(Collected data)
==*==

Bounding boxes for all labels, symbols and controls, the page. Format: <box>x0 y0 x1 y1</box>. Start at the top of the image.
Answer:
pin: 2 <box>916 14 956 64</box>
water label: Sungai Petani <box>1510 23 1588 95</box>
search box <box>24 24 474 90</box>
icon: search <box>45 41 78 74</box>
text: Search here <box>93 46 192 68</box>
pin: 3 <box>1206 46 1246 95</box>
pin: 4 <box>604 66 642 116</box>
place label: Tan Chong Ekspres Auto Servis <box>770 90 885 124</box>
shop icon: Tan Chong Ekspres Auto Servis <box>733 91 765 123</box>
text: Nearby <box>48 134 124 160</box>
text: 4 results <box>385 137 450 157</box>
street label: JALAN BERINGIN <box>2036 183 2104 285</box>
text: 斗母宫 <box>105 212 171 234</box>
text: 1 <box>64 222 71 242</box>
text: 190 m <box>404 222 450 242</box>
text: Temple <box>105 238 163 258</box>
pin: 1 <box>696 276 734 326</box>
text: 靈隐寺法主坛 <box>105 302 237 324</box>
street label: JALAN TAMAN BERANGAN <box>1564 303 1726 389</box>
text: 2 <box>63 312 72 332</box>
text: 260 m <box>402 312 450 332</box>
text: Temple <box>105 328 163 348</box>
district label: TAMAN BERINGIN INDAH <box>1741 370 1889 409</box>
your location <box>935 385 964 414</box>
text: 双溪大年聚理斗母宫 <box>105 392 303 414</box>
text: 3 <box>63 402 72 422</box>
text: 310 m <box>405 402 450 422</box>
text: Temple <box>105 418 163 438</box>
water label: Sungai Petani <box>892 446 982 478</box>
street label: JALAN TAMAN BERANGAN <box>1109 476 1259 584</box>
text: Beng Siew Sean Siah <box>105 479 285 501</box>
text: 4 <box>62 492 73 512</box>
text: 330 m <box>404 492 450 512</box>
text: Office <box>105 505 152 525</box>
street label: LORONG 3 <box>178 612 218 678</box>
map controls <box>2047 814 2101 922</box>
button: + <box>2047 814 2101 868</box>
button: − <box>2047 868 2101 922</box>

==*==

Repeat the data above exactly.

Bounding boxes for all labels, symbols and controls, the page. Format: <box>x0 y0 x1 y1</box>. Start at the top of the image.
Answer:
pin: 2 <box>916 14 956 64</box>
water label: Sungai Petani <box>1510 23 1588 95</box>
search box <box>24 24 474 90</box>
icon: search <box>45 41 78 74</box>
text: Search here <box>93 46 192 68</box>
pin: 3 <box>1206 46 1246 95</box>
pin: 4 <box>604 66 642 116</box>
place label: Tan Chong Ekspres Auto Servis <box>770 90 885 124</box>
shop icon: Tan Chong Ekspres Auto Servis <box>733 91 765 123</box>
text: Nearby <box>48 134 124 160</box>
text: 4 results <box>385 137 450 157</box>
street label: JALAN BERINGIN <box>2036 183 2104 285</box>
text: 斗母宫 <box>105 212 171 234</box>
text: 1 <box>64 222 71 242</box>
text: 190 m <box>404 222 450 242</box>
text: Temple <box>105 238 163 258</box>
pin: 1 <box>696 276 734 326</box>
text: 靈隐寺法主坛 <box>105 302 237 324</box>
street label: JALAN TAMAN BERANGAN <box>1564 303 1726 389</box>
text: 2 <box>63 312 72 332</box>
text: 260 m <box>402 312 450 332</box>
text: Temple <box>105 328 163 348</box>
district label: TAMAN BERINGIN INDAH <box>1741 370 1889 409</box>
your location <box>935 385 964 414</box>
text: 双溪大年聚理斗母宫 <box>105 392 303 414</box>
text: 3 <box>63 402 72 422</box>
text: 310 m <box>405 402 450 422</box>
text: Temple <box>105 418 163 438</box>
water label: Sungai Petani <box>892 446 982 478</box>
street label: JALAN TAMAN BERANGAN <box>1109 476 1259 584</box>
text: Beng Siew Sean Siah <box>105 479 285 501</box>
text: 4 <box>62 492 73 512</box>
text: 330 m <box>404 492 450 512</box>
text: Office <box>105 505 152 525</box>
street label: LORONG 3 <box>178 612 218 678</box>
map controls <box>2047 814 2101 922</box>
button: + <box>2047 814 2101 868</box>
button: − <box>2047 868 2101 922</box>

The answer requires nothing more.